In a recent Nature Genetics paper, he described
how these microbes can dramatically alter their appearance
in one cell division, and then change back. The results
can be deadly.
Imagine you are immunocompromised and an infection
has taken hold. Your immune system attempts a defense
with what little strength it retains. Then one fungal
cell divides in half moments before it's attacked. The
new daughter cell looks nothing like her mother, but
she's just as deadly. She passes immune cells unnoticed.
"Unfortunately, so far we've been unable to develop
vaccines against certain pathogens," says Ploegh. "Flu,
HIV, malaria and pathogenic fungi have an evolutionary
range that makes them-for now-impossible to wipe out
with a single shot."
Polio, on the other hand, also has a range of "shapes"

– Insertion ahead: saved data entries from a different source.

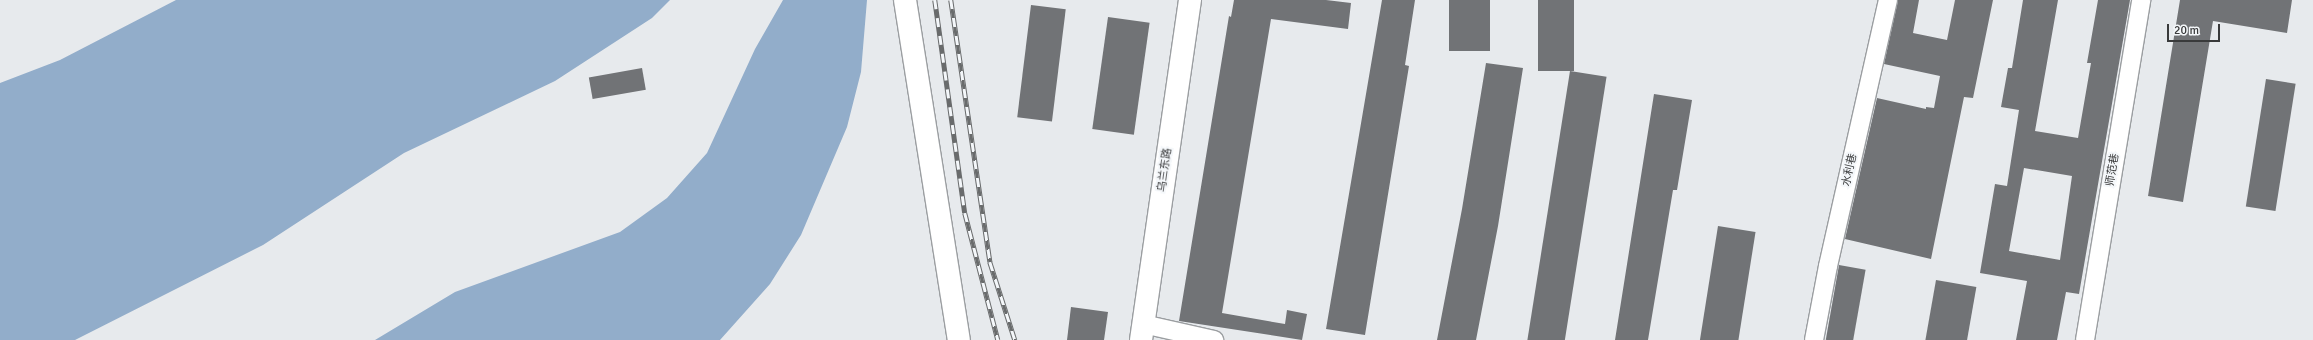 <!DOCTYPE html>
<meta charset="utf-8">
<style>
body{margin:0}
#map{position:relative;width:2313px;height:340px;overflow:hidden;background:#e7eaed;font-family:Signika,"Noto Sans SC",sans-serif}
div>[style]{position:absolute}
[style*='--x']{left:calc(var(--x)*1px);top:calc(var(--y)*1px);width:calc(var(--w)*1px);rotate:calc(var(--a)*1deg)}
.forest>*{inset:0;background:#92adca}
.building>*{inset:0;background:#717376;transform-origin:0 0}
.roads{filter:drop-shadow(1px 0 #9b9ea1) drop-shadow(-1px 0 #9b9ea1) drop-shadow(0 1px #9b9ea1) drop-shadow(0 -1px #9b9ea1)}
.minor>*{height:18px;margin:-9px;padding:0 9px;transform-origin:9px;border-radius:9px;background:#fff}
.major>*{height:22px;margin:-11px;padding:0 11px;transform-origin:11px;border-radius:11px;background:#fff}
.rail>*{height:4.5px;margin-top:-2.25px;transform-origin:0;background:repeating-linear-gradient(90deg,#f4f7fa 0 9px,#696b6c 0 18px);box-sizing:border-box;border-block:1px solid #696b6c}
span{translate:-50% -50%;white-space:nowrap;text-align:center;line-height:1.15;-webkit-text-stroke:4px #f4f7fa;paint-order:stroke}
.street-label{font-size:11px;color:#393a3b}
.scale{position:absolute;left:2167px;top:24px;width:53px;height:18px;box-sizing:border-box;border:2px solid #393a3b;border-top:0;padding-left:5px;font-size:12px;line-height:14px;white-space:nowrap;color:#393a3b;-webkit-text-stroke:3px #f4f7fa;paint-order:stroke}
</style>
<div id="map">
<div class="forest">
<div style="clip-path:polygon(176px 0,670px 0,652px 18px,555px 81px,404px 153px,263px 245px,75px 340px,0 340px,0 83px,60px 60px)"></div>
<div style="clip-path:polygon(783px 0,867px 0,861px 72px,847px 127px,801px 235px,770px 284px,720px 340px,375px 340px,455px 292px,620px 232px,667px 198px,707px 153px,755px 49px)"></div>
</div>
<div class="building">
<div style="clip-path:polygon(1234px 0,1326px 0,1351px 3px,1348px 29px,1271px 19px,1222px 313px,1285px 324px,1287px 310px,1307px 314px,1302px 340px,1179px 321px,1229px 16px,1231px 17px)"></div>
<div style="clip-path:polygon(1382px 0,1415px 0,1405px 65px,1409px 66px,1365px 335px,1326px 329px)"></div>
<div style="left:1449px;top:0;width:41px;height:51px"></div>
<div style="left:1538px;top:0;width:36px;height:71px"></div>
<div style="clip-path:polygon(1898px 0,1919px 0,1913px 33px,1947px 40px,1955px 0,1993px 0,1973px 98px,1964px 97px,1931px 259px,1845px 239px,1877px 98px,1926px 109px,1926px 107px,1934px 108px,1940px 76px,1884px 64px)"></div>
<div style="clip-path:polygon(evenodd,2023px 0,2058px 0,2035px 131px,2078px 138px,2091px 63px,2087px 63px,2098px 0,2130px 0,2079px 294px,2066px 292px,2057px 340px,2016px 340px,2027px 281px,1980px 273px,1995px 184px,2007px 186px,2019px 110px,2001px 107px,2008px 68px,2012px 68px,2023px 0,2024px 168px,2072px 176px,2060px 260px,2009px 251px,2024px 168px)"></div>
<div style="clip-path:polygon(2180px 0,2292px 0,2287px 33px,2213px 21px,2183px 202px,2148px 196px)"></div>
<div style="left:1031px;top:5px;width:35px;height:113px;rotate:7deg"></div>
<div style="left:1108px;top:17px;width:42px;height:113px;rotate:8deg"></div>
<div style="clip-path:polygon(1486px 63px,1523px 68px,1498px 226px,1476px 340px,1437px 340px,1462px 209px)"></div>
<div style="left:642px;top:68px;width:22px;height:54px;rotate:80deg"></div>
<div style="left:1570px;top:71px;width:37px;height:273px;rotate:9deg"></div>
<div style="left:2266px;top:79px;width:30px;height:129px;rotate:9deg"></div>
<div style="clip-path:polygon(1654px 94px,1692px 100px,1677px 190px,1673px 190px,1648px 340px,1615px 340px)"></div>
<div style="left:1718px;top:226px;width:38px;height:116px;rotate:9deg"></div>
<div style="left:1839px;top:265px;width:27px;height:76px;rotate:10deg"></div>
<div style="left:1936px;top:280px;width:41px;height:61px;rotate:10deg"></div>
<div style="clip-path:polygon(1071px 307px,1108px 312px,1104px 340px,1067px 340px)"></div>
</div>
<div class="roads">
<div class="minor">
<div style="--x:1143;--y:324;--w:73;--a:12.7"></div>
<div style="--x:1814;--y:340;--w:75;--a:-79.3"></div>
<div style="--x:1828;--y:266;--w:273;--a:-77.3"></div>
<div style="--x:2085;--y:340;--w:345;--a:-80.6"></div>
</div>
<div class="major">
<div style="--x:905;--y:0;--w:344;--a:81"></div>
<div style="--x:1141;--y:340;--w:344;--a:-81.8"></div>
</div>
</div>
<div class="rail">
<div style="--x:935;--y:0;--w:215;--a:82"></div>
<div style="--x:965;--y:213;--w:131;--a:75.4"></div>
<div style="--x:951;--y:0;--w:265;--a:81.5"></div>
<div style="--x:990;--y:262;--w:82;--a:72.2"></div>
</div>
<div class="street-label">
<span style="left:1165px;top:170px;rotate:-82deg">乌兰东路</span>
<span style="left:1850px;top:170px;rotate:-77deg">水利巷</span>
<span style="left:2113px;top:170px;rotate:-81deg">师范巷</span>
</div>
<div class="scale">20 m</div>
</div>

that it can assume, but they're limited enough so that
a single injection can take care of them all.
Inside the black box
Some of Fink's early work in yeast genetics has been
spun off to Microbia in Cambridge, Massachusetts, created
by several of his former postdoctoral researchers. Other
biotechs also are hammering away at these thorny problems.

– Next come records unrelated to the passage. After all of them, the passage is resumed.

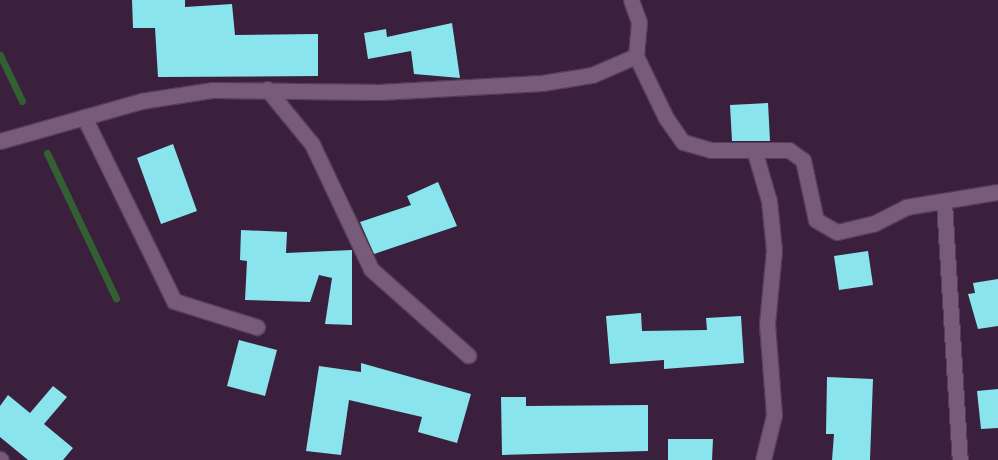 <!DOCTYPE html>
<html>
<head>
<meta charset="utf-8">
<style>
  body { margin:0 }
  #map { position:relative; width:998px; height:460px; overflow:hidden; background:#3a203c; font-family:Inter,sans-serif }
  div>[style] { position:absolute }
  [style*='--x'] { left:calc(var(--x)*1px); top:calc(var(--y)*1px); width:calc(var(--w)*1px); rotate:calc(var(--a)*1deg) }
  .stream>* { height:7px; margin:-3.5px; padding:0 3.5px; transform-origin:3.5px; border-radius:3.5px; background:#326033 }
  .building>* { inset:0; background:#8ae4ee }
  .roads { filter:drop-shadow(1px 0 #563e57) drop-shadow(-1px 0 #563e57) drop-shadow(0 1px #563e57) drop-shadow(0 -1px #563e57) }
  .street>* { height:15px; margin:-7.5px; padding:0 7.5px; transform-origin:7.5px; border-radius:7.5px; background:#785a7a }
  span { translate:-50% -50%; white-space:nowrap; text-align:center; line-height:1.15; -webkit-text-stroke:5px #301632; paint-order:stroke }
</style>
</head>
<body>
<div id="map">
  <div class="stream">
    <div style="--x:0;--y:55;--w:51;--a:64.4"></div>
    <div style="--x:47;--y:153;--w:161;--a:64.6"></div>
  </div>
  <div class="building">
    <div style="clip-path:polygon(132px 0,185px 0,185px 7px,232px 4px,235px 35px,318px 34px,318px 76px,158px 77px,155px 28px,133px 28px)"></div>
    <div style="clip-path:polygon(452px 23px,460px 78px,414px 74px,411px 51px,368px 59px,364px 33px,386px 29px,387px 37px)"></div>
    <div style="clip-path:polygon(768px 103px,770px 141px,732px 141px,730px 105px)"></div>
    <div style="clip-path:polygon(173px 144px,197px 211px,161px 224px,137px 158px)"></div>
    <div style="clip-path:polygon(438px 182px,457px 226px,374px 254px,360px 222px,411px 205px,407px 196px)"></div>
    <div style="clip-path:polygon(241px 230px,287px 232px,286px 253px,352px 250px,352px 325px,325px 324px,332px 278px,319px 275px,310px 302px,245px 300px,247px 261px,240px 260px)"></div>
    <div style="clip-path:polygon(868px 251px,873px 285px,839px 290px,834px 256px)"></div>
    <div style="clip-path:polygon(998px 279px,998px 326px,978px 329px,968px 294px,975px 293px,973px 283px)"></div>
    <div style="clip-path:polygon(641px 313px,642px 331px,707px 330px,706px 318px,741px 316px,744px 363px,664px 369px,664px 360px,610px 364px,606px 316px)"></div>
    <div style="clip-path:polygon(239px 340px,277px 350px,265px 396px,227px 386px)"></div>
    <div style="clip-path:polygon(361px 363px,471px 394px,457px 443px,418px 432px,422px 417px,349px 400px,341px 455px,306px 451px,319px 366px,361px 372px)"></div>
    <div style="clip-path:polygon(827px 377px,873px 379px,870px 460px,832px 460px,834px 434px,826px 434px)"></div>
    <div style="clip-path:polygon(53px 386px,67px 397px,44px 424px,73px 448px,63px 460px,28px 460px,0 437px,0 406px,8px 395px,30px 413px)"></div>
    <div style="clip-path:polygon(998px 389px,998px 428px,981px 429px,977px 391px)"></div>
    <div style="clip-path:polygon(501px 397px,526px 397px,526px 406px,648px 405px,648px 451px,502px 455px)"></div>
    <div style="clip-path:polygon(668px 439px,713px 439px,712px 460px,668px 460px)"></div>
  </div>
  <div class="roads">
    <div class="street">
      <div style="--x:631;--y:0;--w:23;--a:70"></div>
      <div style="--x:639;--y:22;--w:34;--a:95"></div>
      <div style="--x:267;--y:89;--w:71;--a:50.7"></div>
      <div style="--x:312;--y:144;--w:138;--a:64.7"></div>
      <div style="--x:371;--y:269;--w:130;--a:41.6"></div>
      <div style="--x:84;--y:117;--w:205;--a:63.9"></div>
      <div style="--x:174;--y:301;--w:87;--a:17.4"></div>
      <div style="--x:0;--y:141;--w:147;--a:-15.8"></div>
      <div style="--x:141;--y:101;--w:73;--a:-8.7"></div>
      <div style="--x:213;--y:90;--w:166;--a:0.7"></div>
      <div style="--x:379;--y:92;--w:163;--a:-3.2"></div>
      <div style="--x:542;--y:83;--w:51;--a:-9.1"></div>
      <div style="--x:592;--y:75;--w:48;--a:-23.4"></div>
      <div style="--x:636;--y:56;--w:69;--a:64.2"></div>
      <div style="--x:666;--y:118;--w:29;--a:55"></div>
      <div style="--x:683;--y:142;--w:29;--a:16"></div>
      <div style="--x:711;--y:150;--w:78;--a:0"></div>
      <div style="--x:789;--y:150;--w:17;--a:36"></div>
      <div style="--x:803;--y:160;--w:61;--a:77.8"></div>
      <div style="--x:816;--y:220;--w:24;--a:30"></div>
      <div style="--x:837;--y:232;--w:37;--a:-13"></div>
      <div style="--x:873;--y:224;--w:37;--a:-27"></div>
      <div style="--x:906;--y:207;--w:93;--a:-9.3"></div>
      <div style="--x:755;--y:153;--w:50;--a:73.7"></div>
      <div style="--x:769;--y:201;--w:49;--a:84.2"></div>
      <div style="--x:774;--y:250;--w:74;--a:95.4"></div>
      <div style="--x:767;--y:324;--w:91;--a:85.6"></div>
      <div style="--x:774;--y:415;--w:46;--a:103.7"></div>
      <div style="--x:944;--y:202;--w:258;--a:86.5"></div>
      <div style="--x:0;--y:459;--w:1;--a:45"></div>
    </div>
  </div>
</div>
</body>
</html>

But what we know about the epic battles between pathogens
and our immune systems is vastly greater than our ability
to act on such knowledge. And there is still much more
we don't yet know.
For instance, although we understand much about autoimmunity-in
which our immune system turns on us and attacks healthy
cells-we actually don't understand what exactly triggers
autoimmune diseases or why this process doesn't occur
more frequently.
And while we know that immune cells recognize invaders
by their skin, and we know what happens after
they recognize these invaders, the precise mechanisms
by which these cells actually "see" each other are still
hidden in a biological black box.
"We don't know the full range of molecules that our
immune cells can recognize," says Robert Wheeler, a
postdoctoral researcher in the Fink lab. "And we don't
understand how these cells create the unique signal
of 'Here is a flu virus, attack!' versus 'Here is a
Candida albicans, attack!' We know that
it happens, but we don't know how." Says Fink,
"This is one of biology's greatest unanswered questions."
***************
Attack and counterattack
Our immune cells are brilliant-unfortunately,
so are viruses.
Before your body can fight invaders, it must first
ID them. Whitehead Member Hidde Ploegh has been investigating
this poorly understood process for over two decades.

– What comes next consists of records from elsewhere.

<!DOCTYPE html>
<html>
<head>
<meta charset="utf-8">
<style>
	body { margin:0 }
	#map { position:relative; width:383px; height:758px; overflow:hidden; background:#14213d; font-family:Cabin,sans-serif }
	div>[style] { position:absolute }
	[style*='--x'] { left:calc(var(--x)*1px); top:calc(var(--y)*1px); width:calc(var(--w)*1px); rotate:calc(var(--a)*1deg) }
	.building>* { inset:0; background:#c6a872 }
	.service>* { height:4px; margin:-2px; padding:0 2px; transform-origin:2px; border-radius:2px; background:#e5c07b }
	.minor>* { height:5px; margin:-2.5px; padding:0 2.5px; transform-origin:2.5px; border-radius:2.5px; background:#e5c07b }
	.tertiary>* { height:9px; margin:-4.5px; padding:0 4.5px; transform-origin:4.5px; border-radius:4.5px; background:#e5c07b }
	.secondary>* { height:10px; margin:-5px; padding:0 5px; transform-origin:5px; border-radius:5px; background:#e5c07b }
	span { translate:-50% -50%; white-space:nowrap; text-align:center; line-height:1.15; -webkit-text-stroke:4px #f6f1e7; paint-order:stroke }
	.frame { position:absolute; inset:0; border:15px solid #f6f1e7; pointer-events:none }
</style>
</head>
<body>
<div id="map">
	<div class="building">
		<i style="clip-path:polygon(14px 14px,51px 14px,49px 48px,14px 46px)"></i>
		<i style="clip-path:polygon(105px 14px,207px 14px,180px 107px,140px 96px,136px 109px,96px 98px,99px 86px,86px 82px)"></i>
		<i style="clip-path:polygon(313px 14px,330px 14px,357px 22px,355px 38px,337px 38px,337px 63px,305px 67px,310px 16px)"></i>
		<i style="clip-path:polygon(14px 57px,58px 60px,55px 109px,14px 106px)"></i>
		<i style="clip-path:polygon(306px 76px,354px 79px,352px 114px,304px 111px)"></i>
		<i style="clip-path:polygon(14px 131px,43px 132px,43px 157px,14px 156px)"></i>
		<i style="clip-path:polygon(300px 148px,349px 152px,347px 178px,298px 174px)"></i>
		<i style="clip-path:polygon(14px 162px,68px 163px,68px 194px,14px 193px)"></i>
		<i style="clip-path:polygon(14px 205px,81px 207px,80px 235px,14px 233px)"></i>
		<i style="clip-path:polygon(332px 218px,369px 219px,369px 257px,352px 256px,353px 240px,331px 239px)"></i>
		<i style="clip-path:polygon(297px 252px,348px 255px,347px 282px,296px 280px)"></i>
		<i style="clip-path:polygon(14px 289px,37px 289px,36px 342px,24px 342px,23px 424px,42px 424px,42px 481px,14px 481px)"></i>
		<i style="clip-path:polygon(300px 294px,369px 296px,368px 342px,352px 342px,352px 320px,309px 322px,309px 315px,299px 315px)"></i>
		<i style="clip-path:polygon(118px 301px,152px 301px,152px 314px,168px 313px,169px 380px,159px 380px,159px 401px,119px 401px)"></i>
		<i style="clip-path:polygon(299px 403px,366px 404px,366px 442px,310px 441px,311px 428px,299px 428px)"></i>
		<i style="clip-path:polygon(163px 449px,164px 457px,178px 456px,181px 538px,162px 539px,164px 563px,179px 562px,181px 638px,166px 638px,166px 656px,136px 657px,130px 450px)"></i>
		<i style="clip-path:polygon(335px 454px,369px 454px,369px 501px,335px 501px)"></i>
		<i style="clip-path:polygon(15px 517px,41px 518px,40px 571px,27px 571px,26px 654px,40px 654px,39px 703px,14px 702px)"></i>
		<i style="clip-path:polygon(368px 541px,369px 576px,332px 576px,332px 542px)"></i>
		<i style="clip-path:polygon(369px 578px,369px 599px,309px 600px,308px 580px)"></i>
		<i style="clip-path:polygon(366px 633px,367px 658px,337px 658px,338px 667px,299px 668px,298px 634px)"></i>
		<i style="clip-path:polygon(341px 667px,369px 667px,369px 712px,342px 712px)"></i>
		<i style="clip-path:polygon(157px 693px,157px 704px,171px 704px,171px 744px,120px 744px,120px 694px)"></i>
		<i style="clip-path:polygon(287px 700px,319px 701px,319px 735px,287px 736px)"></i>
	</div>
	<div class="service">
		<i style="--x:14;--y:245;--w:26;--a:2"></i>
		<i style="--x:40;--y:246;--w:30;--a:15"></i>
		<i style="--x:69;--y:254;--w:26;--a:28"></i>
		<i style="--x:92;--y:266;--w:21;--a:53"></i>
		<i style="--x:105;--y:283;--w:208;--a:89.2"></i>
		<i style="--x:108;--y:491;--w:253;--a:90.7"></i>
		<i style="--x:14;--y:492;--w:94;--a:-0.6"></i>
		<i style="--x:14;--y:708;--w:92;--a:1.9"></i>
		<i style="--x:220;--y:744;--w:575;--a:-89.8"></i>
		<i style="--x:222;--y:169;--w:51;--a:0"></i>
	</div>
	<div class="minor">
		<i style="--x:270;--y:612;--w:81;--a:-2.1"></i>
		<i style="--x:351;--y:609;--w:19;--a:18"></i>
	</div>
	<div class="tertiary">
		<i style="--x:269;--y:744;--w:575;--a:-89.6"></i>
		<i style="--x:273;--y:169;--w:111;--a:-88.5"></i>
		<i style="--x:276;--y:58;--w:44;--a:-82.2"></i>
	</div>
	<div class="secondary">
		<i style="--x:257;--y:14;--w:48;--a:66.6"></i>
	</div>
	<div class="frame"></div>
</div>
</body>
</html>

He studies how a particular class of cells called antigen-presenting
cells (APCs) shows off chunks of these invaders to the
rest of the immune system-after they've swallowed and
eaten them.
In a paper published in Nature in 2002, Ploegh
demonstrated how a class of APCs called dendritic cells
shoot chunks of these invaders over to T cells through
a network of long tubes that spring out almost like
harpoons. The dendritic cells also appear to hand-pick
certain T cells to receive these goods, enabling the
immune system to design a tailor-made response. Ploegh
captured this process on video using time-lapse microscopy,
creating a short movie of the immune system gearing
up for a fight.
But as Ploegh showed in a second, 2004 Nature
paper, viruses can often undermine these cells, at times
ingeniously. Most of our cells deal with waste, such
as misshapen proteins, by directing them into the cell's
waste-disposal machinery. Certain viruses, however,
trick our immune cells into treating key immune proteins
(the very same proteins that shuttle antigen fragments
to the cell surface) as waste, thus dumping them into
the cellular trash bin. Ploegh and his colleagues identified
the intermediary molecule that directs proteins into
this bin, a discovery that illuminates both a healthy
cellular process and a viral tactic.